> _What you will do_: Look through the listing for the string "Quick" and copy out every line that holds it.
===== Information supplied =====
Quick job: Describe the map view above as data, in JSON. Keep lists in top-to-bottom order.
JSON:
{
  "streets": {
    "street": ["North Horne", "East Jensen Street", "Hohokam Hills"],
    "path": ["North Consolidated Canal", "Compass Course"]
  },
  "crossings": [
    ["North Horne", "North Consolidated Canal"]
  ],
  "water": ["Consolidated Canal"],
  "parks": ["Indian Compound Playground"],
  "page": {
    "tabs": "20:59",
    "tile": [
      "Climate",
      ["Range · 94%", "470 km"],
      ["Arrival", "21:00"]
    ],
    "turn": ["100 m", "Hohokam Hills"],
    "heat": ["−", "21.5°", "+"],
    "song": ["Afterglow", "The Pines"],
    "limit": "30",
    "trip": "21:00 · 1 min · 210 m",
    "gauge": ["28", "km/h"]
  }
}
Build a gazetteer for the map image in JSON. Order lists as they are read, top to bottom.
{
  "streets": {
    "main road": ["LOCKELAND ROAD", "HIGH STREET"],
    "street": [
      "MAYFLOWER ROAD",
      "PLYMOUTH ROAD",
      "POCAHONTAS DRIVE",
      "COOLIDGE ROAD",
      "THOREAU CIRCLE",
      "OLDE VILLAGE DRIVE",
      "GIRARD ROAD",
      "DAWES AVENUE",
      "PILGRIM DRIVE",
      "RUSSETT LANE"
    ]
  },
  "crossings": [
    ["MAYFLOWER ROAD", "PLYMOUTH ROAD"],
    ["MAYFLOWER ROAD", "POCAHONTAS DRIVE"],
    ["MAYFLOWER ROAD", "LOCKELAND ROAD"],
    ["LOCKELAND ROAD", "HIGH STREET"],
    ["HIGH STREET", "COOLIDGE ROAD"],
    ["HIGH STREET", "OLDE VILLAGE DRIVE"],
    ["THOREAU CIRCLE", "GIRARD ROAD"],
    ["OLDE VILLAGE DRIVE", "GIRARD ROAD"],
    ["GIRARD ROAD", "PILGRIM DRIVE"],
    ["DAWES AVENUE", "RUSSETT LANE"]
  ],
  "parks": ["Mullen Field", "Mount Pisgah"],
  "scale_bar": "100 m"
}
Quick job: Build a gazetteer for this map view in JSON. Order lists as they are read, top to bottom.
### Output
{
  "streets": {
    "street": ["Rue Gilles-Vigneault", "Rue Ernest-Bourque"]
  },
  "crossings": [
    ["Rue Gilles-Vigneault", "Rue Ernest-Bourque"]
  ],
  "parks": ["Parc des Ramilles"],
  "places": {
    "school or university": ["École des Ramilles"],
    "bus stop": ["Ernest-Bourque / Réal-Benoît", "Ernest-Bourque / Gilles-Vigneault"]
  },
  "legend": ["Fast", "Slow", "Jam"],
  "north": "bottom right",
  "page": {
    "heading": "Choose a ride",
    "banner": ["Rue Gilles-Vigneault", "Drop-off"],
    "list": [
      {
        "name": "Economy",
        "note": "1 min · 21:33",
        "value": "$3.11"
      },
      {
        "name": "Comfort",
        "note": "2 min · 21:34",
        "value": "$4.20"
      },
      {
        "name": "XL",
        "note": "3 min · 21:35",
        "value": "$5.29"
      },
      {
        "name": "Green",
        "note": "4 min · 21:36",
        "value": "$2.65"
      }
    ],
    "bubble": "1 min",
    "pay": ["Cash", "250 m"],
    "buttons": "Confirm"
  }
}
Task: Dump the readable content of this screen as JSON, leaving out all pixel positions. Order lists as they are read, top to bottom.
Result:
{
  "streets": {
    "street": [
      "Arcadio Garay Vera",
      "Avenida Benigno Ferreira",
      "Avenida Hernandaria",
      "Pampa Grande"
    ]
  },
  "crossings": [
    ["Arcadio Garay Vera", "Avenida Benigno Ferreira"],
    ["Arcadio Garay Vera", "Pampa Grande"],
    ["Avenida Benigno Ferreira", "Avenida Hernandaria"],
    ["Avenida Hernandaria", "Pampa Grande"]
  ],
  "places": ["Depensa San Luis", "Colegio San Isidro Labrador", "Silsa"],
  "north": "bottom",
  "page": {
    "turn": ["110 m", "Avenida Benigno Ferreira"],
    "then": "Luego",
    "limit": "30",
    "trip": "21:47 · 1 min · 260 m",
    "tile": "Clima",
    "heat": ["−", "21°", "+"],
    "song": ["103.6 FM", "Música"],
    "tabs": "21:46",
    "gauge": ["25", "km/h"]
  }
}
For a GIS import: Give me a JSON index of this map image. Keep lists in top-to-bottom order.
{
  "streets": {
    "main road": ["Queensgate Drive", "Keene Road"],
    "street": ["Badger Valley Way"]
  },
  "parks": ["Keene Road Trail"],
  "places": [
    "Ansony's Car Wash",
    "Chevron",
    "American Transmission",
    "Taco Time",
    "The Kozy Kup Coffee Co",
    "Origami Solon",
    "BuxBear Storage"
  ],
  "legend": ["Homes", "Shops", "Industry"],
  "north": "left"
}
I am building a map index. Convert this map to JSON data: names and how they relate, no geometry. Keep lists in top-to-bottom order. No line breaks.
=====
> _Your solution_:
Quick job: Describe the map view above as data, in JSON. Keep lists in top-to-bottom order.
Quick job: Build a gazetteer for this map view in JSON. Order lists as they are read, top to bottom.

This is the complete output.